Petitioner was the trustee of the Howe Family Trust pursuant to a grantor trust agreement dated May 30, 2003, and, as trustee, he was the sole limited partner in Summit Ventures. Effective October 31, 2008, petitioner, as trustee of [*4] the Howe Family Trust, assigned a 20% limited partner interest in Summit Ventures to MedImpact. For 2008 Chronohealth, LLC, issued a Schedule K-1, Partner's Share of Income, Deductions, Credits, etc., to Summit Ventures. The other four Schedule E entities issued Schedules K-1 to the Howe Family Trust.

II. Corporate Audit

Internal Revenue Service (IRS) Revenue Agent Lord (RA Lord) began an audit of MedImpact's 2008 return in February 2011. David Wheeler, MedImpact's chief financial officer, represented the corporation during its audit. As part of the audit RA Lord performed a risk analysis which identified potential issues for audit, and she identified loans to the Schedule E entities. She looked at the transfers MedImpact made to the Schedule E entities to determine whether they were bona fide loans to those entities or whether they were dividends to petitioner.

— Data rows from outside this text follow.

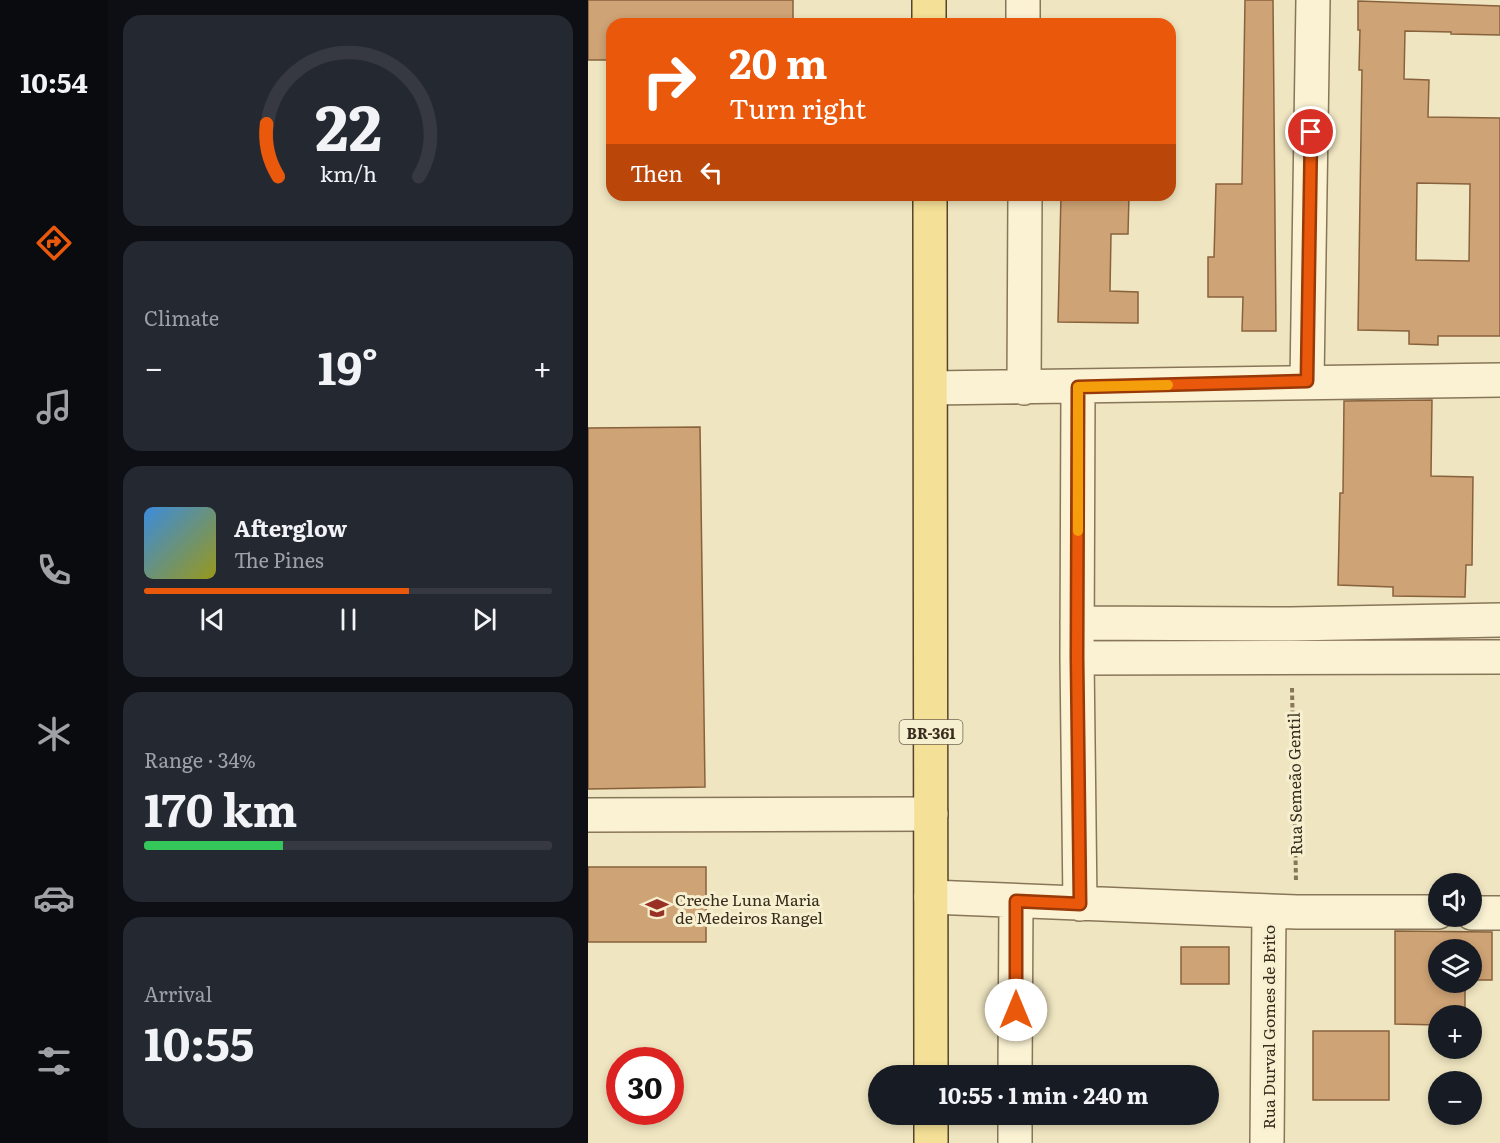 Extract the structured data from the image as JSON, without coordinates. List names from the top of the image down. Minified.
{"streets":{"main road":["BR-361"],"street":["Rua Durval Gomes de Brito"],"path":["Rua Semeão Gentil"]},"crossings":[["Rua Semeão Gentil","Rua Durval Gomes de Brito"]],"places":{"school or university":["Creche Luna Maria de Medeiros Rangel"]},"page":{"tabs":"10:54","turn":["20 m","Turn right"],"then":"Then","tile":["Climate",["Range · 34%","170 km"],["Arrival","10:55"]],"heat":["−","19°","+"],"song":["Afterglow","The Pines"],"map_buttons":["+","−"],"limit":"30","trip":"10:55 · 1 min · 240 m","gauge":["22","km/h"]}} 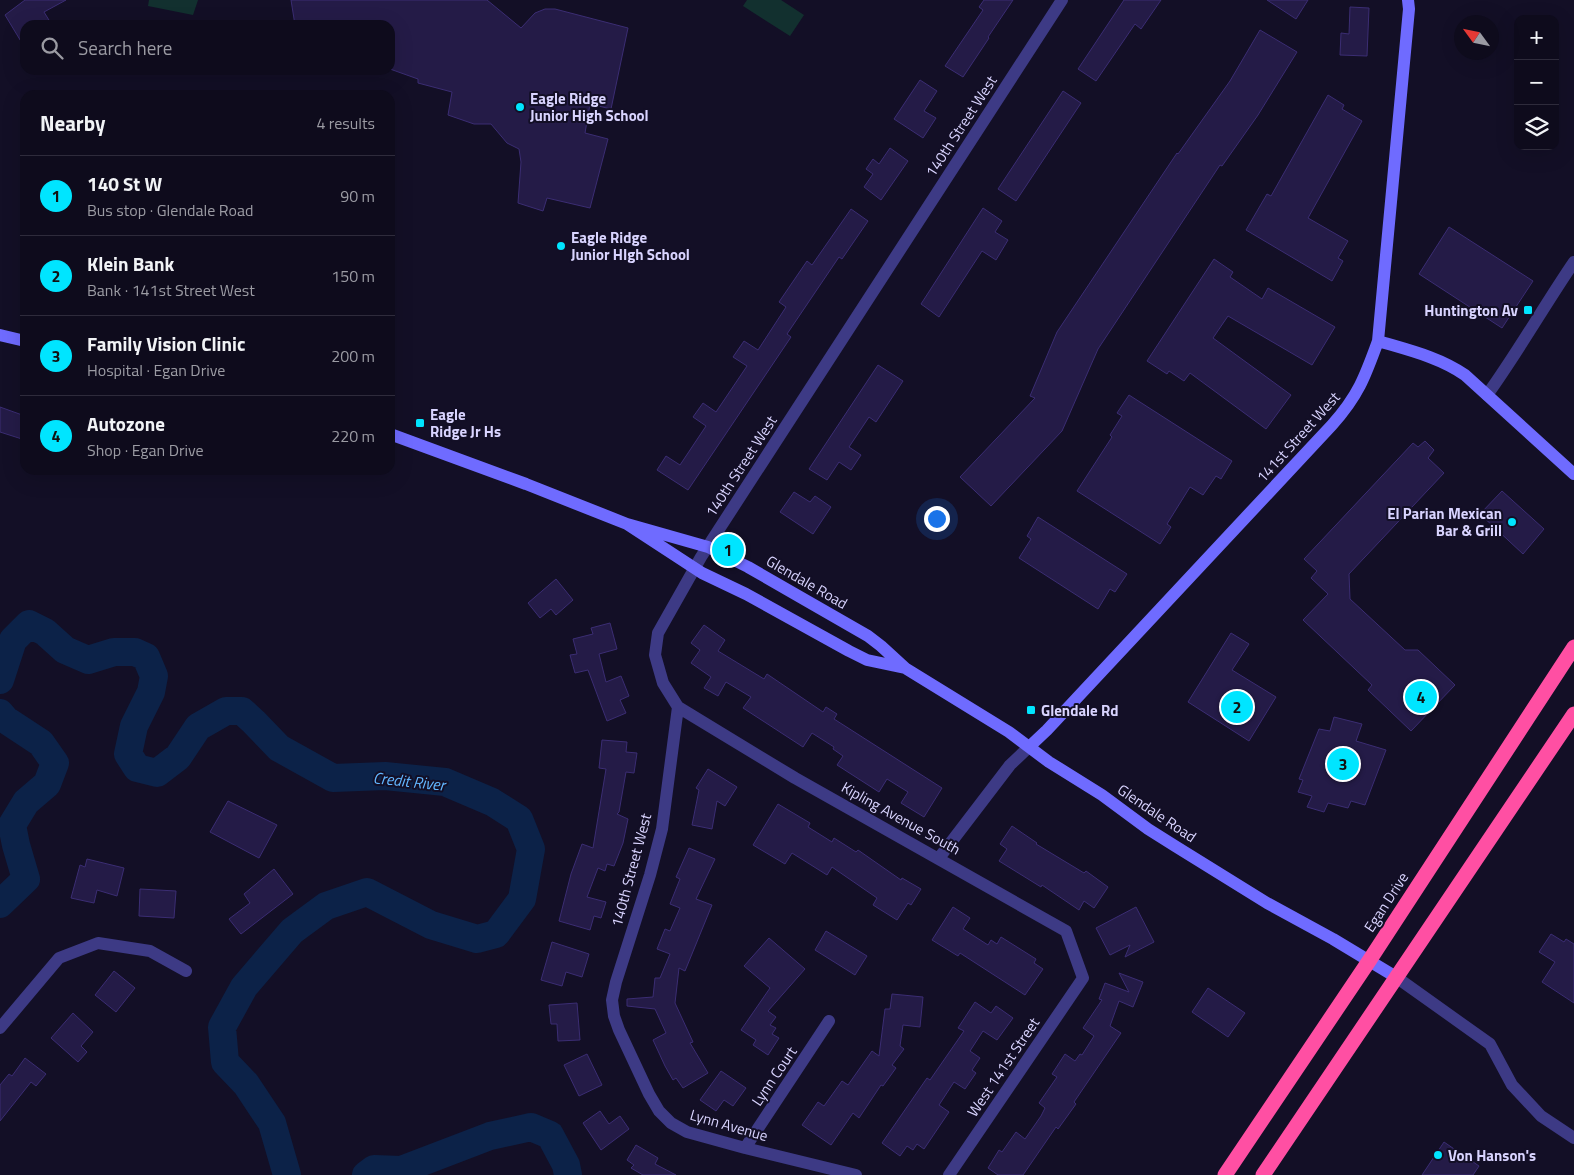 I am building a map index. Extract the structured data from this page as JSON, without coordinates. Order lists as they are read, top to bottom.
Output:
{
  "streets": {
    "highway": ["Egan Drive"],
    "main road": ["141st Street West", "Glendale Road"],
    "street": [
      "140th Street West",
      "Kipling Avenue South",
      "West 141st Street",
      "Lynn Court",
      "Lynn Avenue"
    ]
  },
  "crossings": [
    ["140th Street West", "Glendale Road"],
    ["140th Street West", "Kipling Avenue South"],
    ["140th Street West", "Lynn Avenue"],
    ["141st Street West", "Glendale Road"],
    ["Glendale Road", "Egan Drive"],
    ["Kipling Avenue South", "West 141st Street"],
    ["Lynn Court", "Lynn Avenue"]
  ],
  "water": ["Credit River"],
  "places": {
    "other": [
      "Eagle Ridge Junior High School",
      "Eagle Ridge Junior HIgh School",
      "El Parian Mexican Bar & Grill",
      "Von Hanson's"
    ],
    "transit": ["Huntington Av", "Eagle Ridge Jr Hs", "Glendale Rd"]
  },
  "north": "top left",
  "page": {
    "map_buttons": ["+", "−"],
    "search": "Search here",
    "heading": ["Nearby", "4 results"],
    "list": [
      {
        "mark": "1",
        "name": "140 St W",
        "note": "Bus stop · Glendale Road",
        "value": "90 m"
      },
      {
        "mark": "2",
        "name": "Klein Bank",
        "note": "Bank · 141st Street West",
        "value": "150 m"
      },
      {
        "mark": "3",
        "name": "Family Vision Clinic",
        "note": "Hospital · Egan Drive",
        "value": "200 m"
      },
      {
        "mark": "4",
        "name": "Autozone",
        "note": "Shop · Egan Drive",
        "value": "220 m"
      }
    ],
    "pins": [
      "1",
      "4",
      "2",
      "3"
    ]
  }
} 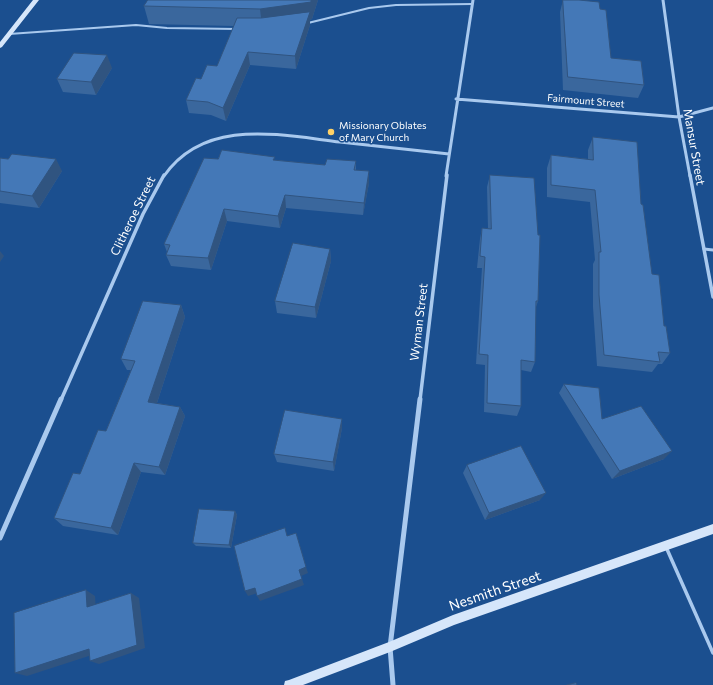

On its books and records MedImpact recorded the transfers it made to the Schedule E entities as loans to petitioner. The Schedule E entities recorded the transfers they received as capital contributions by petitioner. RA Lord requested documents in support of the shareholder loans. She received a promissory note, an Excel spreadsheet listing loans that totaled the amount of the promissory note, and [*5] an auditor's letter referencing the promissory note. The promissory note records petitioner as the borrower and MedImpact as the lender.

Mr. Wheeler provided a loan roll-forward schedule which listed the prior notes from MedImpact to petitioner. Using the loan roll-forward schedule, RA Lord traced the direct transfers from MedImpact to the Schedule E entities. From the loan roll-forward schedule RA Lord concluded that petitioner took draws from MedImpact which it recorded as receivables due from petitioner. MedImpact's corporate board meeting minutes show that petitioner's pro rata share of the $45 million dividend was credited to his note receivable balance. RA Lord determined that the loans from MedImpact to petitioner were bona fide loans with a stated interest rate, maturity date, and repayment date.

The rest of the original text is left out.